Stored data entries
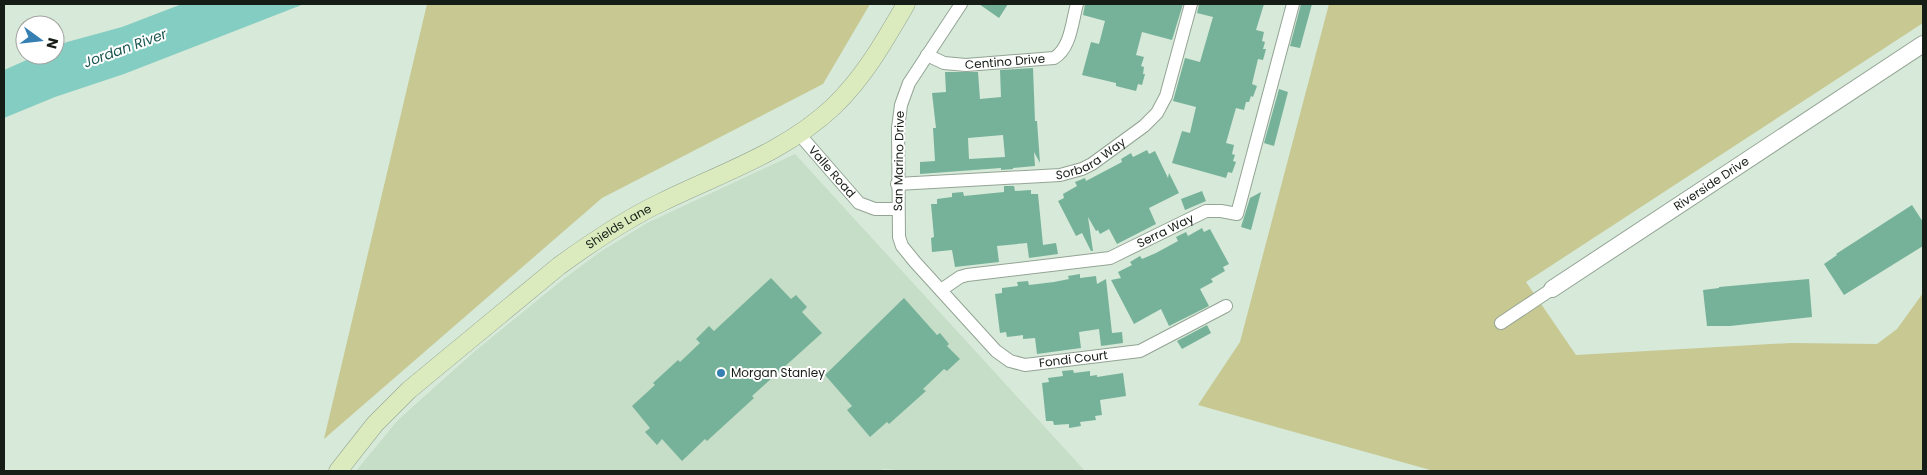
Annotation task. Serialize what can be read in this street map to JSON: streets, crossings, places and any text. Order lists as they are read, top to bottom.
{
  "streets": {
    "main road": ["Shields Lane"],
    "street": [
      "Centino Drive",
      "Sorbara Way",
      "San Marino Drive",
      "Valle Road",
      "Riverside Drive",
      "Serra Way",
      "Fondi Court"
    ]
  },
  "crossings": [
    ["Centino Drive", "San Marino Drive"],
    ["Sorbara Way", "San Marino Drive"],
    ["San Marino Drive", "Valle Road"],
    ["San Marino Drive", "Serra Way"],
    ["San Marino Drive", "Fondi Court"],
    ["Valle Road", "Shields Lane"],
    ["Serra Way", "Fondi Court"]
  ],
  "water": ["Jordan River"],
  "places": ["Morgan Stanley"],
  "north": "right"
}
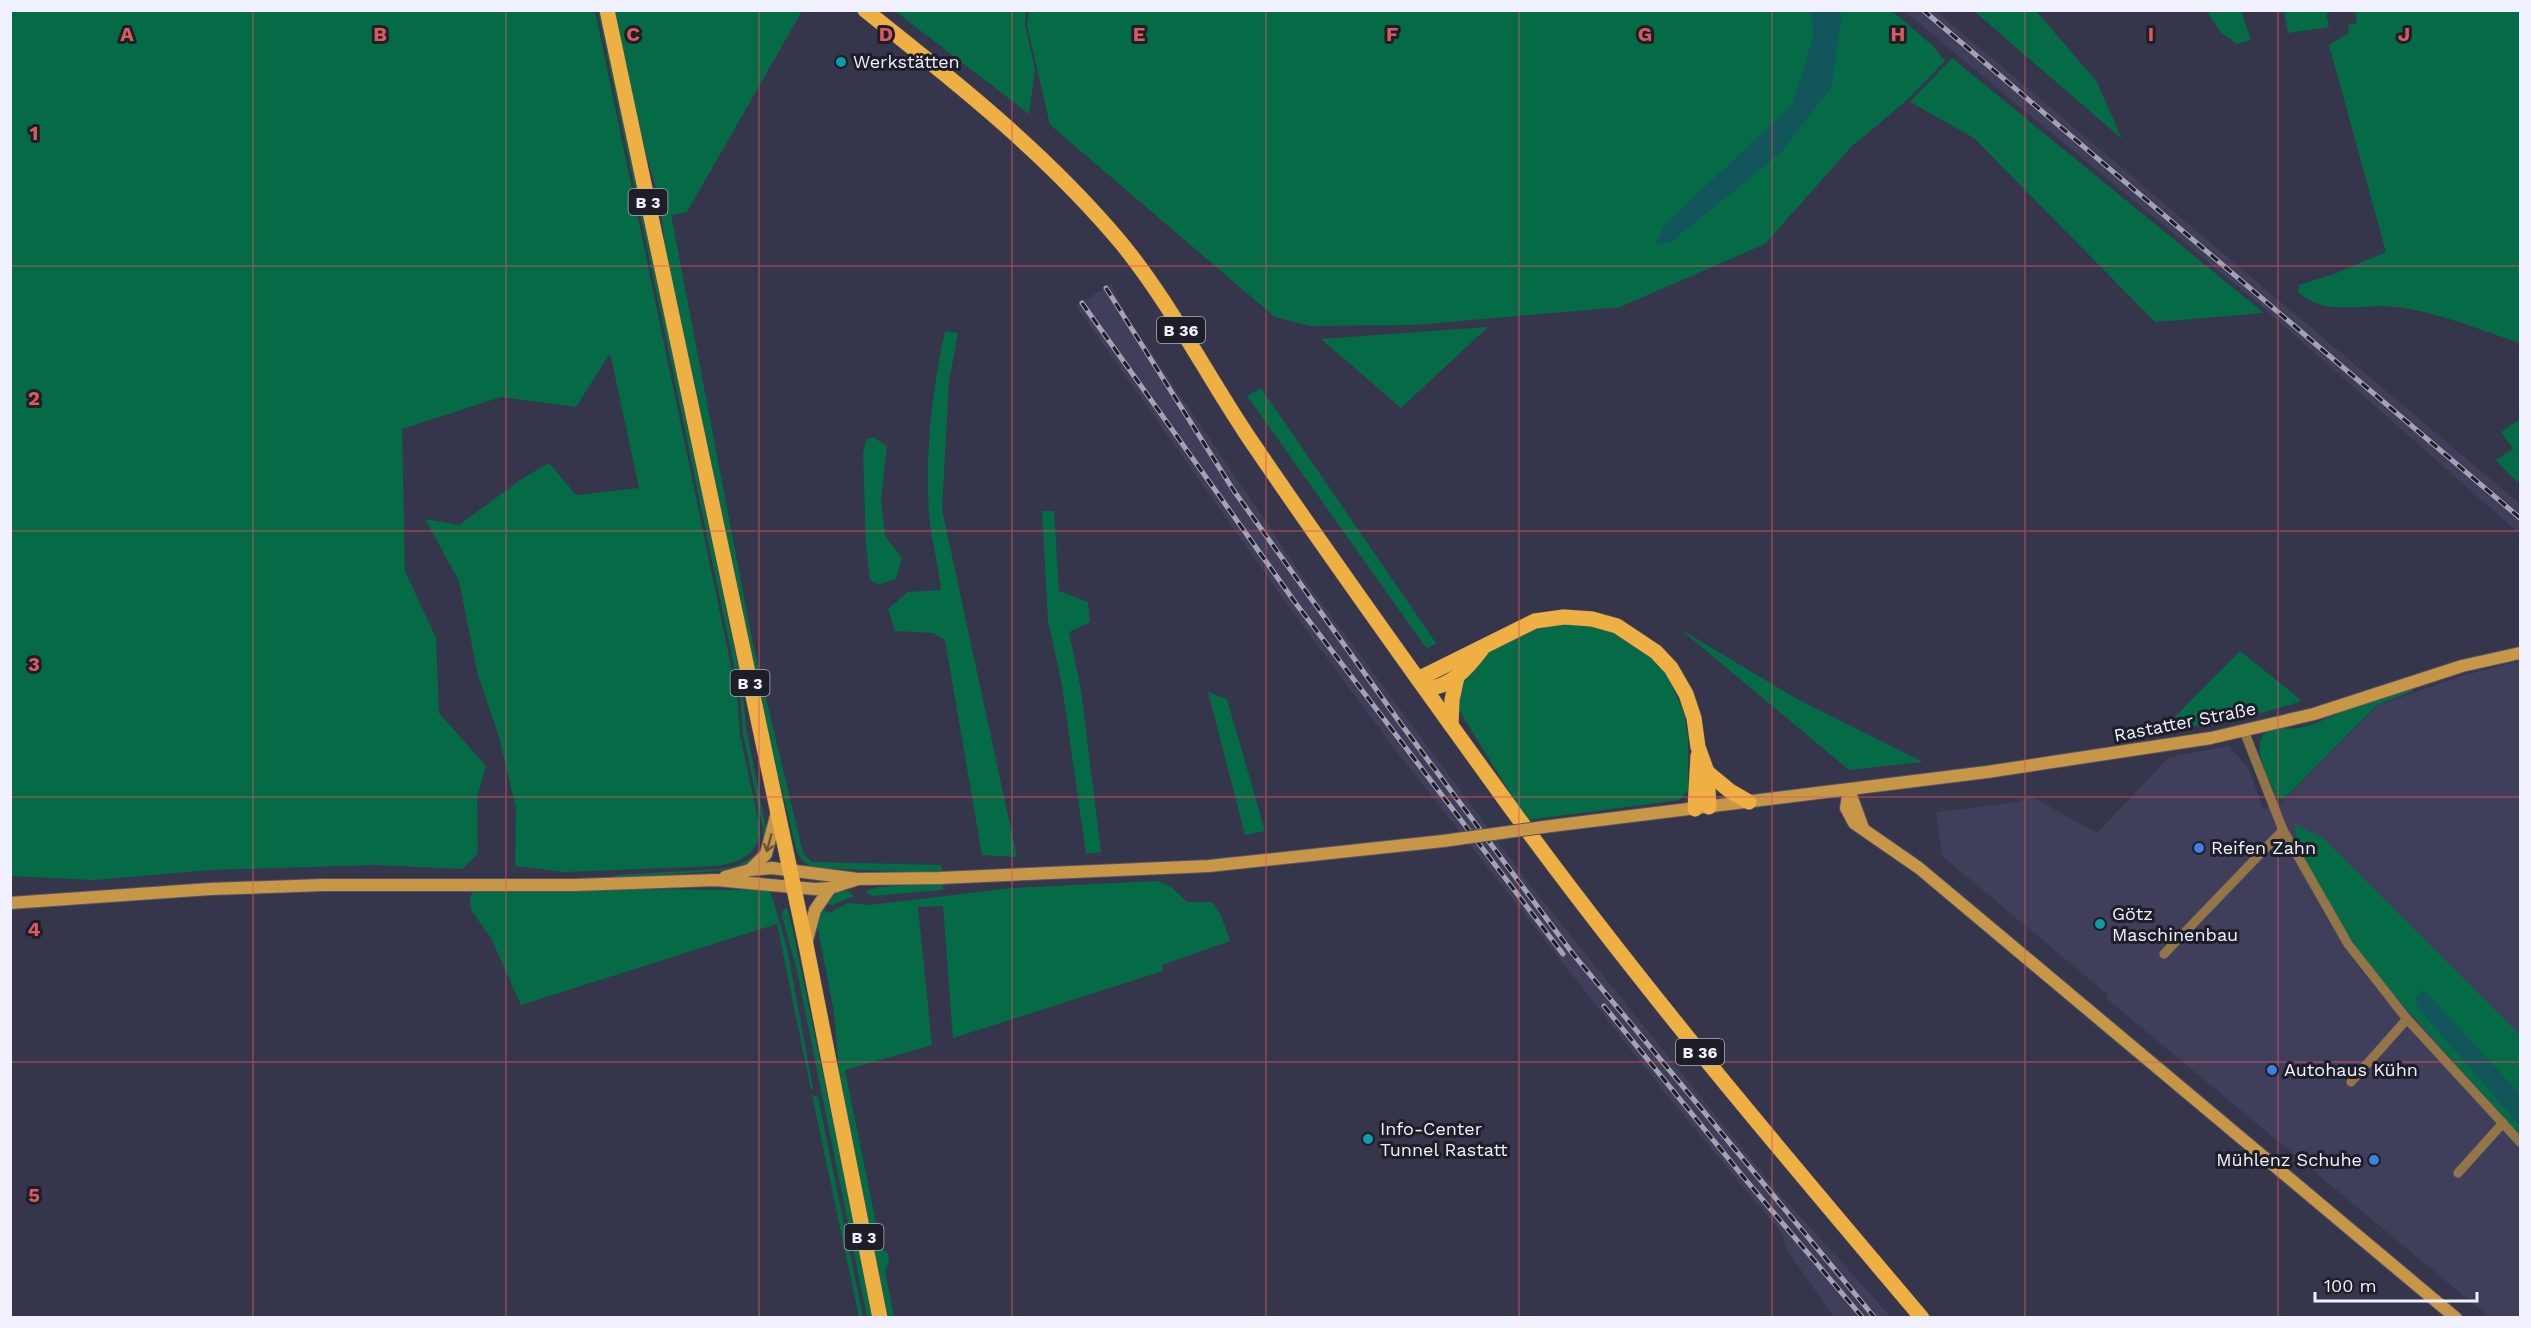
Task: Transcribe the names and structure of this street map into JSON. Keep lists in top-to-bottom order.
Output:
{
  "streets": {
    "main road": ["B 3", "B 36"],
    "street": ["Rastatter Straße"]
  },
  "places": [
    "Werkstätten",
    "Reifen Zahn",
    "Götz Maschinenbau",
    "Autohaus Kühn",
    "Info-Center Tunnel Rastatt",
    "Mühlenz Schuhe"
  ],
  "scale_bar": "100 m",
  "grid": {
    "columns": [
      "A",
      "B",
      "C",
      "D",
      "E",
      "F",
      "G",
      "H",
      "I",
      "J"
    ],
    "rows": [
      "1",
      "2",
      "3",
      "4",
      "5"
    ]
  }
}
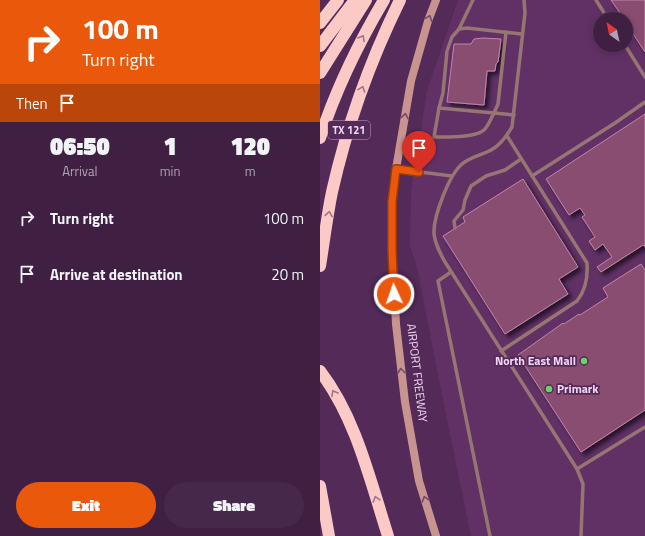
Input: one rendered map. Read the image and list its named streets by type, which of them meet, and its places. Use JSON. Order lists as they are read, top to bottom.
{
  "streets": {
    "highway": ["TX 121"],
    "main road": ["AIRPORT FREEWAY"]
  },
  "one_way": ["AIRPORT FREEWAY"],
  "places": ["North East Mall", "Primark"],
  "north": "top left",
  "page": {
    "turn": ["100 m", "Turn right"],
    "then": "Then",
    "eta": [
      "06:50",
      "Arrival",
      "1",
      "min",
      "120",
      "m"
    ],
    "list": [
      {
        "name": "Turn right",
        "value": "100 m"
      },
      {
        "name": "Arrive at destination",
        "value": "20 m"
      }
    ],
    "buttons": ["Exit", "Share"]
  }
}
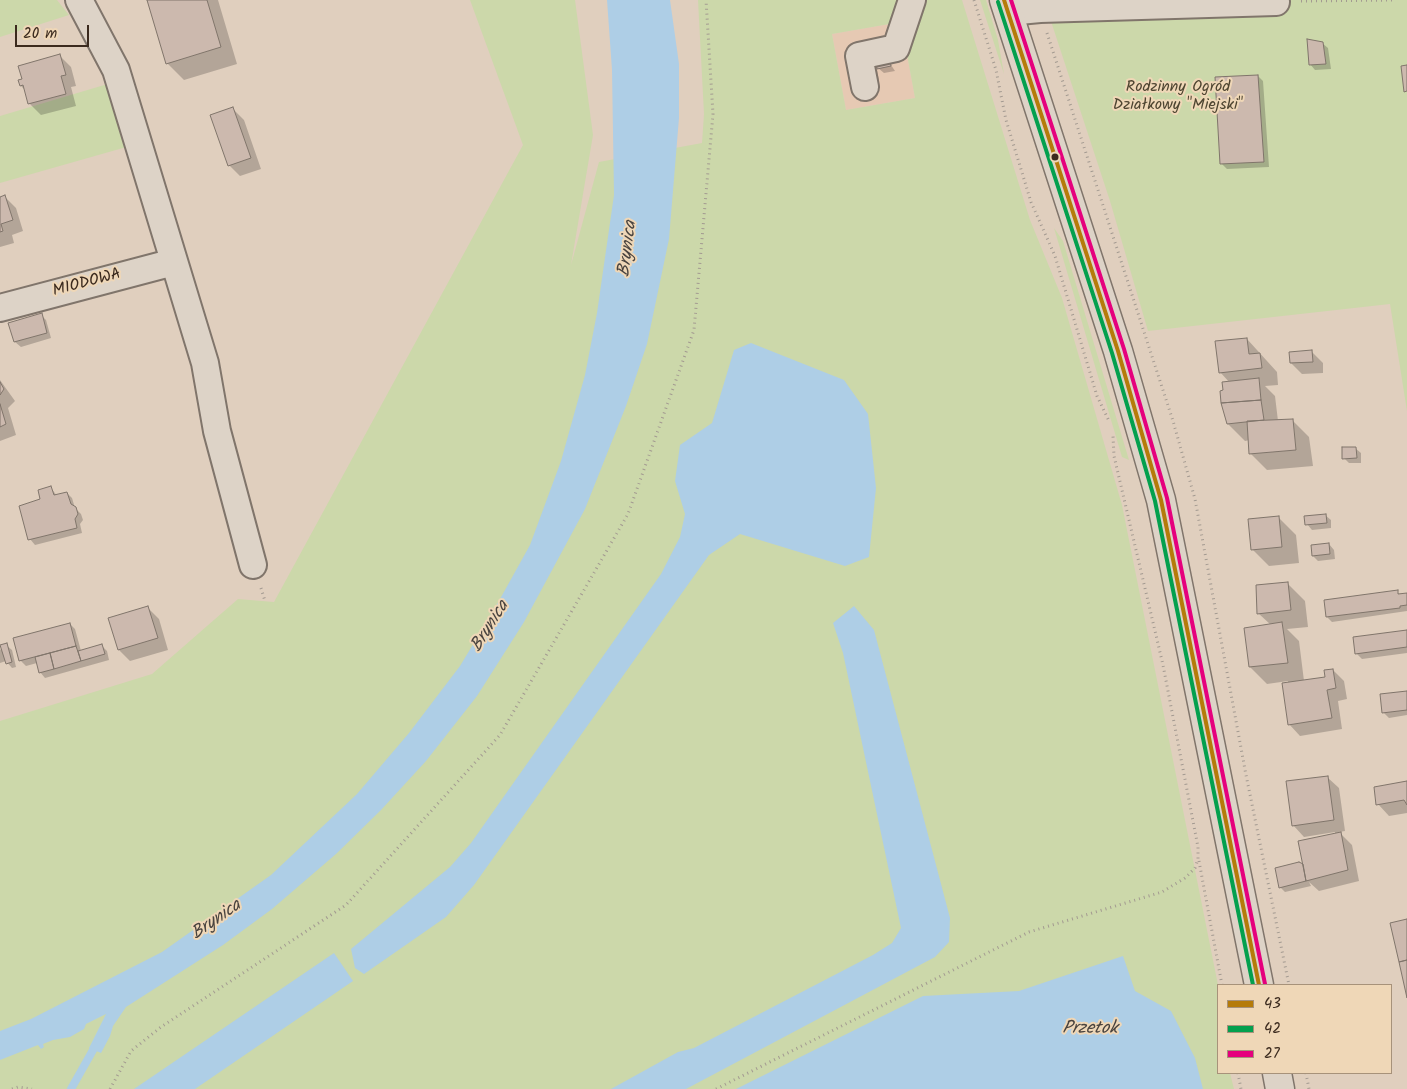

* WORK REQUIRED *
Reproduce the complete set of records verbatim and omit the pictures.

* FINAL ANSWER *
Annotation task. Serialize what can be read in this street map to JSON: streets, crossings, places and any text. Order lists as they are read, top to bottom.
{
  "streets": {
    "main road": ["Shields Lane"],
    "street": [
      "Centino Drive",
      "Sorbara Way",
      "San Marino Drive",
      "Valle Road",
      "Riverside Drive",
      "Serra Way",
      "Fondi Court"
    ]
  },
  "crossings": [
    ["Centino Drive", "San Marino Drive"],
    ["Sorbara Way", "San Marino Drive"],
    ["San Marino Drive", "Valle Road"],
    ["San Marino Drive", "Serra Way"],
    ["San Marino Drive", "Fondi Court"],
    ["Valle Road", "Shields Lane"],
    ["Serra Way", "Fondi Court"]
  ],
  "water": ["Jordan River"],
  "places": ["Morgan Stanley"],
  "north": "right"
}
Task: Transcribe the names and structure of this street map into JSON. Keep lists in top-to-bottom order.
Output:
{
  "streets": {
    "main road": ["B 3", "B 36"],
    "street": ["Rastatter Straße"]
  },
  "places": [
    "Werkstätten",
    "Reifen Zahn",
    "Götz Maschinenbau",
    "Autohaus Kühn",
    "Info-Center Tunnel Rastatt",
    "Mühlenz Schuhe"
  ],
  "scale_bar": "100 m",
  "grid": {
    "columns": [
      "A",
      "B",
      "C",
      "D",
      "E",
      "F",
      "G",
      "H",
      "I",
      "J"
    ],
    "rows": [
      "1",
      "2",
      "3",
      "4",
      "5"
    ]
  }
}
Input: one rendered map. Read the image and list its named streets by type, which of them meet, and its places. Use JSON. Order lists as they are read, top to bottom.
{
  "streets": {
    "highway": ["TX 121"],
    "main road": ["AIRPORT FREEWAY"]
  },
  "one_way": ["AIRPORT FREEWAY"],
  "places": ["North East Mall", "Primark"],
  "north": "top left",
  "page": {
    "turn": ["100 m", "Turn right"],
    "then": "Then",
    "eta": [
      "06:50",
      "Arrival",
      "1",
      "min",
      "120",
      "m"
    ],
    "list": [
      {
        "name": "Turn right",
        "value": "100 m"
      },
      {
        "name": "Arrive at destination",
        "value": "20 m"
      }
    ],
    "buttons": ["Exit", "Share"]
  }
}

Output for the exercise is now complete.